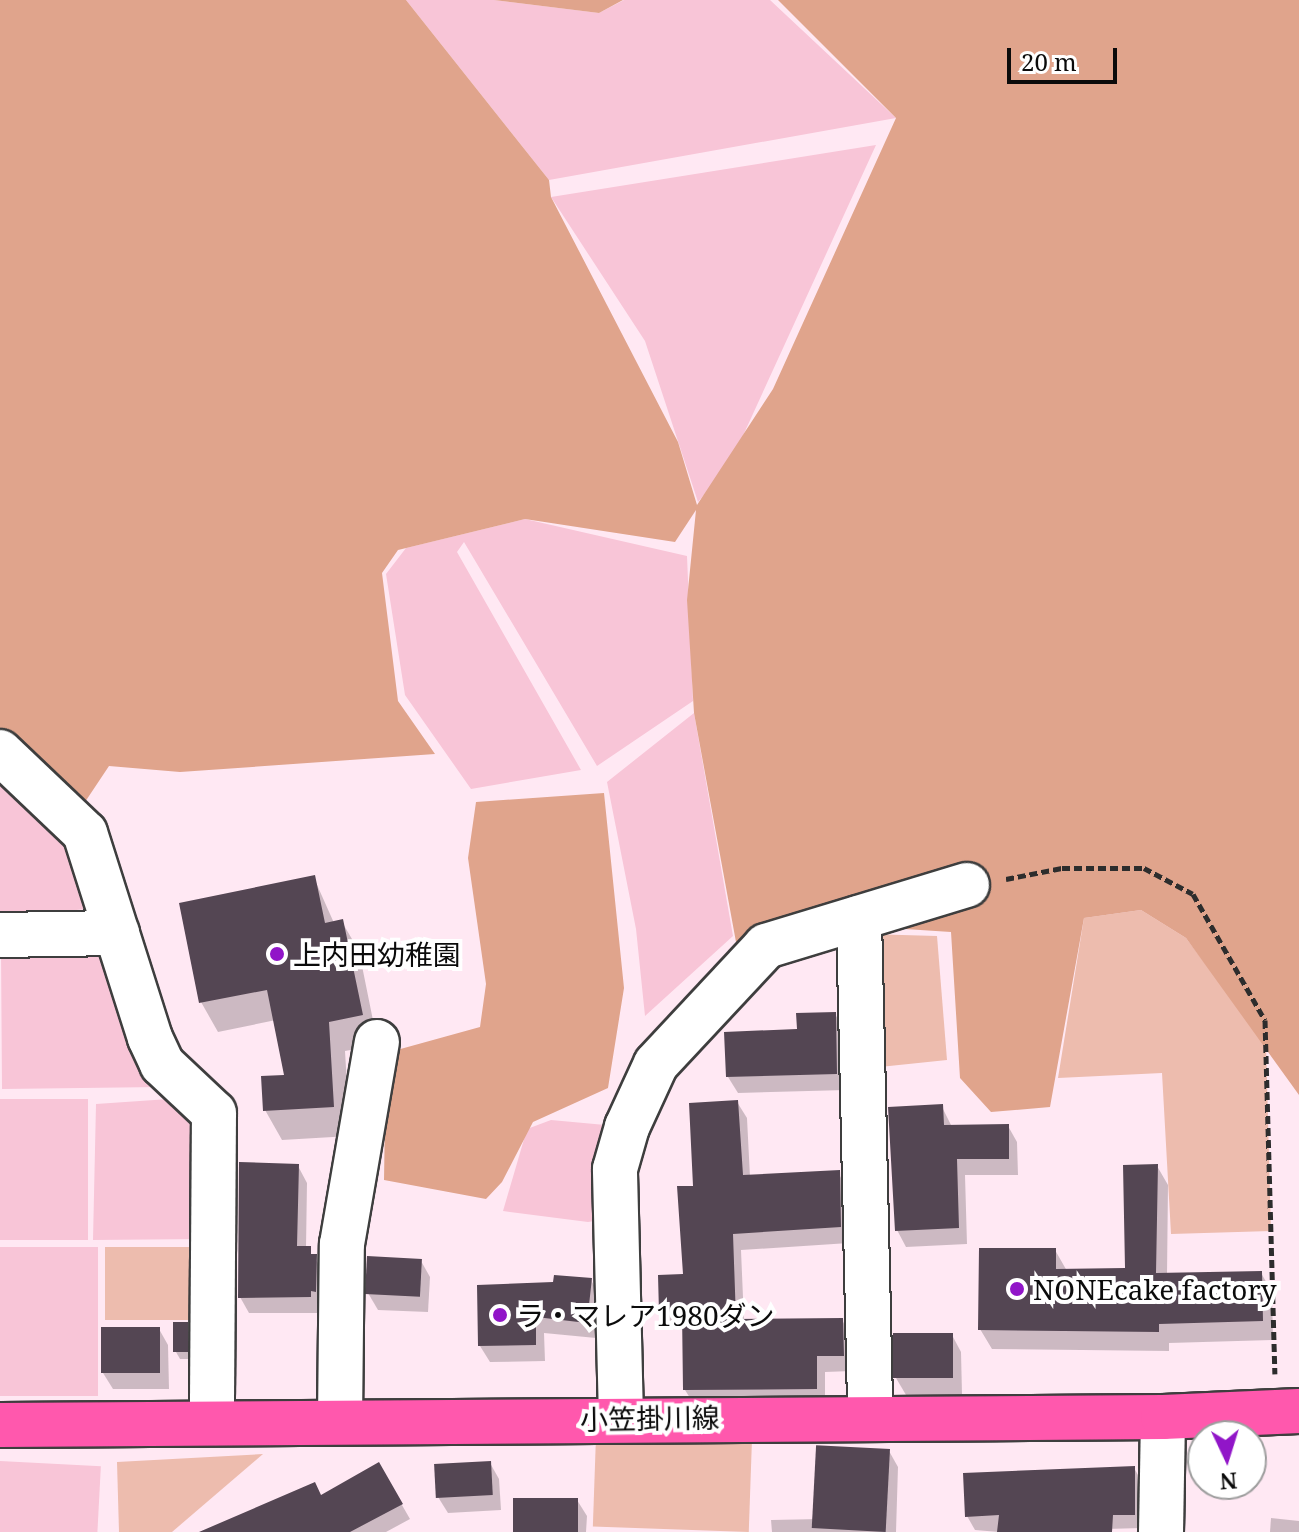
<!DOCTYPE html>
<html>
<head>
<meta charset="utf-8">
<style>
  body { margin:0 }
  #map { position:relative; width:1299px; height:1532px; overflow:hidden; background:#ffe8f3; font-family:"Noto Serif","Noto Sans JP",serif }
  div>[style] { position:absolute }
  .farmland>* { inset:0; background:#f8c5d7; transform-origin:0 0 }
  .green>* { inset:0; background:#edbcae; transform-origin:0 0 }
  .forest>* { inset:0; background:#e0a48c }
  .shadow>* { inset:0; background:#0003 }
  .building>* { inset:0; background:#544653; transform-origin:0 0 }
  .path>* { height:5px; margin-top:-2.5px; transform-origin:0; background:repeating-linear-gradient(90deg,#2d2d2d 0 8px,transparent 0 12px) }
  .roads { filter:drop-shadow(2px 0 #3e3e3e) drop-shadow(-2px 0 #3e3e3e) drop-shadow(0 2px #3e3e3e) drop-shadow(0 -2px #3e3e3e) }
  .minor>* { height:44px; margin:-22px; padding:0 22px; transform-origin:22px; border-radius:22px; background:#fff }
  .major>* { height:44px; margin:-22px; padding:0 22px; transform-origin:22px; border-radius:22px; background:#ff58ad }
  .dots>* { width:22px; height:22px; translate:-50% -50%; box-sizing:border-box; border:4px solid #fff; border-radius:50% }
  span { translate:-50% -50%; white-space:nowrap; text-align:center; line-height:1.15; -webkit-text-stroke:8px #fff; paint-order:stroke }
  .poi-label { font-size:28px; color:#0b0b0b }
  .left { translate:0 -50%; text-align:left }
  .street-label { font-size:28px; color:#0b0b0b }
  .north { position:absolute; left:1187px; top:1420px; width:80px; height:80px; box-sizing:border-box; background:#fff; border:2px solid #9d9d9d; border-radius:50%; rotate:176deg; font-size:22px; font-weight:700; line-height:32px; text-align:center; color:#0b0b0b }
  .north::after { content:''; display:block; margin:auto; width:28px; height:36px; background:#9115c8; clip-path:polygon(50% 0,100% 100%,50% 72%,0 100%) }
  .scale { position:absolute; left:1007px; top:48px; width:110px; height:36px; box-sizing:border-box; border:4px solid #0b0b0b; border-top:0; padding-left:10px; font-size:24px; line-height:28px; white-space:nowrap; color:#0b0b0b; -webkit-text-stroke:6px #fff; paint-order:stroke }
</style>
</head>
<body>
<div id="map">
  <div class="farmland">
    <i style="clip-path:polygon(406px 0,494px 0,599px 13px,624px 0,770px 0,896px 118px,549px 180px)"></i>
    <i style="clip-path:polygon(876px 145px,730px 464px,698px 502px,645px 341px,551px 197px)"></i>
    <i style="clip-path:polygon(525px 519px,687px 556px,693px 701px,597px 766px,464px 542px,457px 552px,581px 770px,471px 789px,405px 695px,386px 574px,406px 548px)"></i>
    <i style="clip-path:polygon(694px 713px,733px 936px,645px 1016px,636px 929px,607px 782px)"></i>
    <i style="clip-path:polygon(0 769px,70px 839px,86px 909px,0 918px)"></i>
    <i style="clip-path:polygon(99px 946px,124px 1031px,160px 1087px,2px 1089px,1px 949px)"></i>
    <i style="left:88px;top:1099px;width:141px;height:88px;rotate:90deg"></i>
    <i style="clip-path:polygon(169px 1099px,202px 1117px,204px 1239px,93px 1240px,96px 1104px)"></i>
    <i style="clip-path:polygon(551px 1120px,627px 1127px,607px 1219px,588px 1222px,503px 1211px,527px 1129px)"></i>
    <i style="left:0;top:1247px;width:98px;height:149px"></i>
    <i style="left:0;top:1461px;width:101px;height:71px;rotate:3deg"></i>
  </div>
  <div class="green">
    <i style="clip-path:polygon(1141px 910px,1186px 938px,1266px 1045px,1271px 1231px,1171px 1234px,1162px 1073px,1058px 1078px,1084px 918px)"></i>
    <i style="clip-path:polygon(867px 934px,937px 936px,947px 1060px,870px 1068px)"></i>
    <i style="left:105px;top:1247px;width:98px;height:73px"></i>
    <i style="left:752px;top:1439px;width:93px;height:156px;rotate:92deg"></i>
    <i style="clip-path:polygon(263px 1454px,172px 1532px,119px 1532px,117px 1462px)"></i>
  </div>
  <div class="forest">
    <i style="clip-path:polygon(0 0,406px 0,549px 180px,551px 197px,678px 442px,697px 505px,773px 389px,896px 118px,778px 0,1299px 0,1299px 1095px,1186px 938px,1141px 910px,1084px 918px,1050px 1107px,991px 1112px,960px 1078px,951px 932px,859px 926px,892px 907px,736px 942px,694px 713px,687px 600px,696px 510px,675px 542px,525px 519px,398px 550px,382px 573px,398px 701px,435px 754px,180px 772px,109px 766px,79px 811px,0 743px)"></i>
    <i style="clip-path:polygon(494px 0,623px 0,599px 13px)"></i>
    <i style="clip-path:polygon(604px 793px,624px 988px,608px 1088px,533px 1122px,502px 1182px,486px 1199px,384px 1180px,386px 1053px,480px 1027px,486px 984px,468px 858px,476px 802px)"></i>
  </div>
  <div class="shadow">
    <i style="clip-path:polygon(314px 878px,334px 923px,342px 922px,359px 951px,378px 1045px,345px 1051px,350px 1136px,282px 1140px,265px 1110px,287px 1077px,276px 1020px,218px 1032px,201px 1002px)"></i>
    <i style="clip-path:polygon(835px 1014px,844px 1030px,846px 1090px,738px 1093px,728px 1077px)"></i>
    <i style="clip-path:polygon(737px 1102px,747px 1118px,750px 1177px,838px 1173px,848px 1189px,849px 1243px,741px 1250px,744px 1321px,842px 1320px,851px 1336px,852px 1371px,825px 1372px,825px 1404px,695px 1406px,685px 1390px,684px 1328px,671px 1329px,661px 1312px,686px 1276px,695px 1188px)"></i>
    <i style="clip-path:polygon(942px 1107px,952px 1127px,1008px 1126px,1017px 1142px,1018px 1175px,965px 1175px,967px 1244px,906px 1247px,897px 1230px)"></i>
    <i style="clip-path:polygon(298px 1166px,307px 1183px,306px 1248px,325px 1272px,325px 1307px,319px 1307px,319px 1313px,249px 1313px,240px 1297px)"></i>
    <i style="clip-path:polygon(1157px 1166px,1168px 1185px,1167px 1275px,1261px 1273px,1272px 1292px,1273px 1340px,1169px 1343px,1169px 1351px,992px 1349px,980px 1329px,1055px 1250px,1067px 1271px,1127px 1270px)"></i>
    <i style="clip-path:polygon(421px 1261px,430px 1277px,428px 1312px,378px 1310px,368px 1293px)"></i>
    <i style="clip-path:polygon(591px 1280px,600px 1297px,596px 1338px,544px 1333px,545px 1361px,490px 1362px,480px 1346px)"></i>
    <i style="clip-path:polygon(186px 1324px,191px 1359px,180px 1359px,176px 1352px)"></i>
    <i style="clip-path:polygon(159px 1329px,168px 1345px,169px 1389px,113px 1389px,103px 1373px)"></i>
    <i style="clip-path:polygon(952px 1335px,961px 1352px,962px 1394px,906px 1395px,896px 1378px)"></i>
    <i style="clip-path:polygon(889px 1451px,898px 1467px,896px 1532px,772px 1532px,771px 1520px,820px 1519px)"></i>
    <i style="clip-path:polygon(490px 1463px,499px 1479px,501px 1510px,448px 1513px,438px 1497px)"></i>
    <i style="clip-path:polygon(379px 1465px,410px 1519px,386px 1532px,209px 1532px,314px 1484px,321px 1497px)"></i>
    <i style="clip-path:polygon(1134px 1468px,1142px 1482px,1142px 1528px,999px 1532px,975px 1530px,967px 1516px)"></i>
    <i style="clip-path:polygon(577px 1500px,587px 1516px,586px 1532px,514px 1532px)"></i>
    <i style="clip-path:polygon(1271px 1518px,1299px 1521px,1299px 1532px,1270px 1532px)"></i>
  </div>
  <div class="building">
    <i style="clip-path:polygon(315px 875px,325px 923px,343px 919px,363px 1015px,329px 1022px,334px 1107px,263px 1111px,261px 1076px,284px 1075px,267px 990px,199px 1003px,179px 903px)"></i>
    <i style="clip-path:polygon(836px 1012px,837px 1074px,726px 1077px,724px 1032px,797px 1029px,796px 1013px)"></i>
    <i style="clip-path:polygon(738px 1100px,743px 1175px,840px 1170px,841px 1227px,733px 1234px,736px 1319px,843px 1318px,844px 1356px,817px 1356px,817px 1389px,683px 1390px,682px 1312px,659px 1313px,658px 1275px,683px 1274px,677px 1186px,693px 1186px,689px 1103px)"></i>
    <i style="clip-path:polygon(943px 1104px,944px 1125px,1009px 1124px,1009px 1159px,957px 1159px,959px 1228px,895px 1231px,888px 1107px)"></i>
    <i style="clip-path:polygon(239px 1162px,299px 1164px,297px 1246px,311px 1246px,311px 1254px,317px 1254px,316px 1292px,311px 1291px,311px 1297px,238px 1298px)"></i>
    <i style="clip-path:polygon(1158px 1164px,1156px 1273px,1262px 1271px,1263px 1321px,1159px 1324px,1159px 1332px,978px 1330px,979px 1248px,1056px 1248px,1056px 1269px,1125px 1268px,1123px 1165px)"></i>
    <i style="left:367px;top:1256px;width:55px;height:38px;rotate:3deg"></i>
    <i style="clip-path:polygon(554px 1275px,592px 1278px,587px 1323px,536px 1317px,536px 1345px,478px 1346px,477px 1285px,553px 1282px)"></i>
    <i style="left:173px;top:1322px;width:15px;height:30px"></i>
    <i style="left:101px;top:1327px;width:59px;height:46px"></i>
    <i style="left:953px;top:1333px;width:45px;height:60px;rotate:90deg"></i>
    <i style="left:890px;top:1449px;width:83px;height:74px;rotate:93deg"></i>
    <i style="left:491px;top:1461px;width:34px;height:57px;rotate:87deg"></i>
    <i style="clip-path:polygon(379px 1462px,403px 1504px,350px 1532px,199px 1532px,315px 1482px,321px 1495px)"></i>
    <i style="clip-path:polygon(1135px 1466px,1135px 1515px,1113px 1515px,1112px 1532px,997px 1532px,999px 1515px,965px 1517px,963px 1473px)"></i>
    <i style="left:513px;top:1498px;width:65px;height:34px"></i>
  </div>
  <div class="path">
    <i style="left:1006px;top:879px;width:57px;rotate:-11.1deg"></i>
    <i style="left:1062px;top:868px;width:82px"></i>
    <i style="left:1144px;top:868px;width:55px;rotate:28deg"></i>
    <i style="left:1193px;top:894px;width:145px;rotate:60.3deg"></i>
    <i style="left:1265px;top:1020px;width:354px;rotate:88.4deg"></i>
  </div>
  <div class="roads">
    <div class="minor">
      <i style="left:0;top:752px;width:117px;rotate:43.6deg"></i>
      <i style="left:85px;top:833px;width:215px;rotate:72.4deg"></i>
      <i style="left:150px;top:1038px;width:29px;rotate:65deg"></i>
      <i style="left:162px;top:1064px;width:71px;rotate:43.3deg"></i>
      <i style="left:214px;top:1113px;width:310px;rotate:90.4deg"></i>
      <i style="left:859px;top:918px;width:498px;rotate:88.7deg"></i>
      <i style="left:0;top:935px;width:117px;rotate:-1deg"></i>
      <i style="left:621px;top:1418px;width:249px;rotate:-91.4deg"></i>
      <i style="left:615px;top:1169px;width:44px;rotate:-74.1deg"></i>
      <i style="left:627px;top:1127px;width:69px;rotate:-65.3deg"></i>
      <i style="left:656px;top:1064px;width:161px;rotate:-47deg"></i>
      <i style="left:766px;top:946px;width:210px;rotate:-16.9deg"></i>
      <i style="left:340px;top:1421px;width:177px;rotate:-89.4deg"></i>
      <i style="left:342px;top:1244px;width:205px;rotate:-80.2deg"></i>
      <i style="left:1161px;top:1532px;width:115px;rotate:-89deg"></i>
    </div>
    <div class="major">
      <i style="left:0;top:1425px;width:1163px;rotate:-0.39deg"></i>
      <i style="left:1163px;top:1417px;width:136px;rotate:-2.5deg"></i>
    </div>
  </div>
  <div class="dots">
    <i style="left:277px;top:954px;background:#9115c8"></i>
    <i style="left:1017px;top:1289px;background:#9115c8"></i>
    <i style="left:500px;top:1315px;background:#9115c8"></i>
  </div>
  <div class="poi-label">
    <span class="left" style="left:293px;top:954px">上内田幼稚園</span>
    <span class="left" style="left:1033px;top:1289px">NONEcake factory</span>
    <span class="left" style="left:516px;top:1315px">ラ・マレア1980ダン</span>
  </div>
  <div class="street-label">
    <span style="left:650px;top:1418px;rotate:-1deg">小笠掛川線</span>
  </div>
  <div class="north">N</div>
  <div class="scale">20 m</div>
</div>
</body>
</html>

---------------

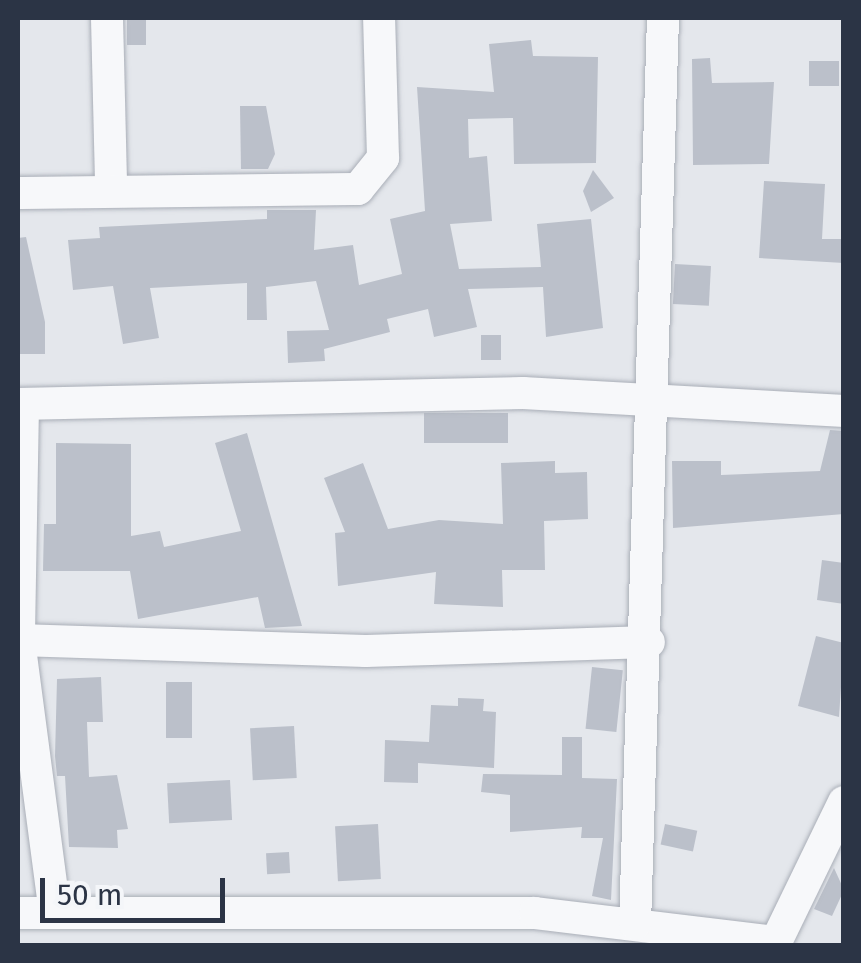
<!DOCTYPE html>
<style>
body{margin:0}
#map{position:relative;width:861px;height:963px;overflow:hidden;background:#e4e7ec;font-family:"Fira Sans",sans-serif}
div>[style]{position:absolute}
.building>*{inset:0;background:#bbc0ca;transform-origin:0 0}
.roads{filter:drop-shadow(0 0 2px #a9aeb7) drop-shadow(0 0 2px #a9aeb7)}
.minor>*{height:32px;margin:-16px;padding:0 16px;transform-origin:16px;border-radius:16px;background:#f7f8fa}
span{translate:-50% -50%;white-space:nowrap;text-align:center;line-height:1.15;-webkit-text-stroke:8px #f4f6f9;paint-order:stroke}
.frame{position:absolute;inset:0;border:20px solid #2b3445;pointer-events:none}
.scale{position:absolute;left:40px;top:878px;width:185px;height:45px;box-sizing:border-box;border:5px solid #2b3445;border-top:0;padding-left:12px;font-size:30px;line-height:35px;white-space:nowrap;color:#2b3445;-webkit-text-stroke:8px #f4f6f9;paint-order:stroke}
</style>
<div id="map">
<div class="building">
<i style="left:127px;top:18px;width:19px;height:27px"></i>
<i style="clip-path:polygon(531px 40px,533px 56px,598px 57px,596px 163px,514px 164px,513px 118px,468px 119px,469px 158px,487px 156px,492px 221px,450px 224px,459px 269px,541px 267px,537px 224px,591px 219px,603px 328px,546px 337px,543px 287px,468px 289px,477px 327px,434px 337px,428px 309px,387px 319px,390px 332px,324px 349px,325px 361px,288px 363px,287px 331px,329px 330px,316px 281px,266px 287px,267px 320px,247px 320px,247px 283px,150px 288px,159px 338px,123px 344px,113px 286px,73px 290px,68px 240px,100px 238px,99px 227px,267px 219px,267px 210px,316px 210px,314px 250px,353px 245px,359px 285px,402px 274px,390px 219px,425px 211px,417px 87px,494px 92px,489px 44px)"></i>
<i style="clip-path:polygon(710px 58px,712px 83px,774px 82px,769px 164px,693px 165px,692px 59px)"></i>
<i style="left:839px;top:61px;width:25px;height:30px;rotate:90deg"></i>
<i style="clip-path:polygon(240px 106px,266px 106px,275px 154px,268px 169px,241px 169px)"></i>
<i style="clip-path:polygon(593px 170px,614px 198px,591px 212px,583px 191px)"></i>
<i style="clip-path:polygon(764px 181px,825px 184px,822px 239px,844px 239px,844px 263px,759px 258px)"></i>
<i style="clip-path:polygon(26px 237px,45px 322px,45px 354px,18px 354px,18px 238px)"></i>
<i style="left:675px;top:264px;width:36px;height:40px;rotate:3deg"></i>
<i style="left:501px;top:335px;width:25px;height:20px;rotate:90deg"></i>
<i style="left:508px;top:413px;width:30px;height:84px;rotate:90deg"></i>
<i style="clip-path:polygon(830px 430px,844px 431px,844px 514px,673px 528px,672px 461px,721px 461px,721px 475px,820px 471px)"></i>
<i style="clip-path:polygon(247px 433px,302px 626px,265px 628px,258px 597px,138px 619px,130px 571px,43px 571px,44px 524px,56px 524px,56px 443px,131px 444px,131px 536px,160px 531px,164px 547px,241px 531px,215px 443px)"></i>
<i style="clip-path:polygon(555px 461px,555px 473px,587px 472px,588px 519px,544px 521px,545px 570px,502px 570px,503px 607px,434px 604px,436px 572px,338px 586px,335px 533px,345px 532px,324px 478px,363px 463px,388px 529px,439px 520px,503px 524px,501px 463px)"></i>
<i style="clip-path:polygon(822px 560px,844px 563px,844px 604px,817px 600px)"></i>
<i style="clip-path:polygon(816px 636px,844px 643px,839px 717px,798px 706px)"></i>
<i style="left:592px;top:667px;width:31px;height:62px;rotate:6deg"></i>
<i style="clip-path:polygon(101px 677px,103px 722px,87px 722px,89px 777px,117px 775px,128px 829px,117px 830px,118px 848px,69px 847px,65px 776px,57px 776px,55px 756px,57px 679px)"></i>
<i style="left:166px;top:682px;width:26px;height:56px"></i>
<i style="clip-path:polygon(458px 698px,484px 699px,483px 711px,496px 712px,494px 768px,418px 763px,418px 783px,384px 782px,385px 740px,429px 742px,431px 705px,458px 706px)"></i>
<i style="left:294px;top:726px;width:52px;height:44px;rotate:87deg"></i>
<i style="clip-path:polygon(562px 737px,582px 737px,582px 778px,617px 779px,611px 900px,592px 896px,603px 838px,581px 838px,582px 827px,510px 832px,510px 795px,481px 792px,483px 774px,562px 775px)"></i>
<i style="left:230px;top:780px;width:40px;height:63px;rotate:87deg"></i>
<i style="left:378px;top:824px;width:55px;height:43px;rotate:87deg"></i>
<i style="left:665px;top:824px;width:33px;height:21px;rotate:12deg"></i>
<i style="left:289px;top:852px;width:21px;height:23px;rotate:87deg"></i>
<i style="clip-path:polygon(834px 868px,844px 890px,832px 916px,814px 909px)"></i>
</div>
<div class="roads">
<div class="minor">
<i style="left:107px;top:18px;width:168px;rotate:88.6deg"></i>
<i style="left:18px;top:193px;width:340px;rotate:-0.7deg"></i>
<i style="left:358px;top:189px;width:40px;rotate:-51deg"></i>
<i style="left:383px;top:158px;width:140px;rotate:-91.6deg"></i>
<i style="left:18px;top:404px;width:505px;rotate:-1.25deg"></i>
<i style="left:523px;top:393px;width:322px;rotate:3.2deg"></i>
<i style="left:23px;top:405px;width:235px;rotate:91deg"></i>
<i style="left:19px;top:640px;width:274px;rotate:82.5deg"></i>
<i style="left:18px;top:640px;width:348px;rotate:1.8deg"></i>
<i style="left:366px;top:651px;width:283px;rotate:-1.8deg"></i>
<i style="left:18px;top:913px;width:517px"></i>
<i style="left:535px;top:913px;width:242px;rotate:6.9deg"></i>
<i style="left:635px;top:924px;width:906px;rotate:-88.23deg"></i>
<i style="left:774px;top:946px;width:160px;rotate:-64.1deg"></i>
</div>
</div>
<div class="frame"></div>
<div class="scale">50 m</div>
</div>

---------------

**WHAT IS REQUIRED:** Only a number is expected here: how many lines above contain the word "html".

**OUTPUT FOR THIS TASK:** 4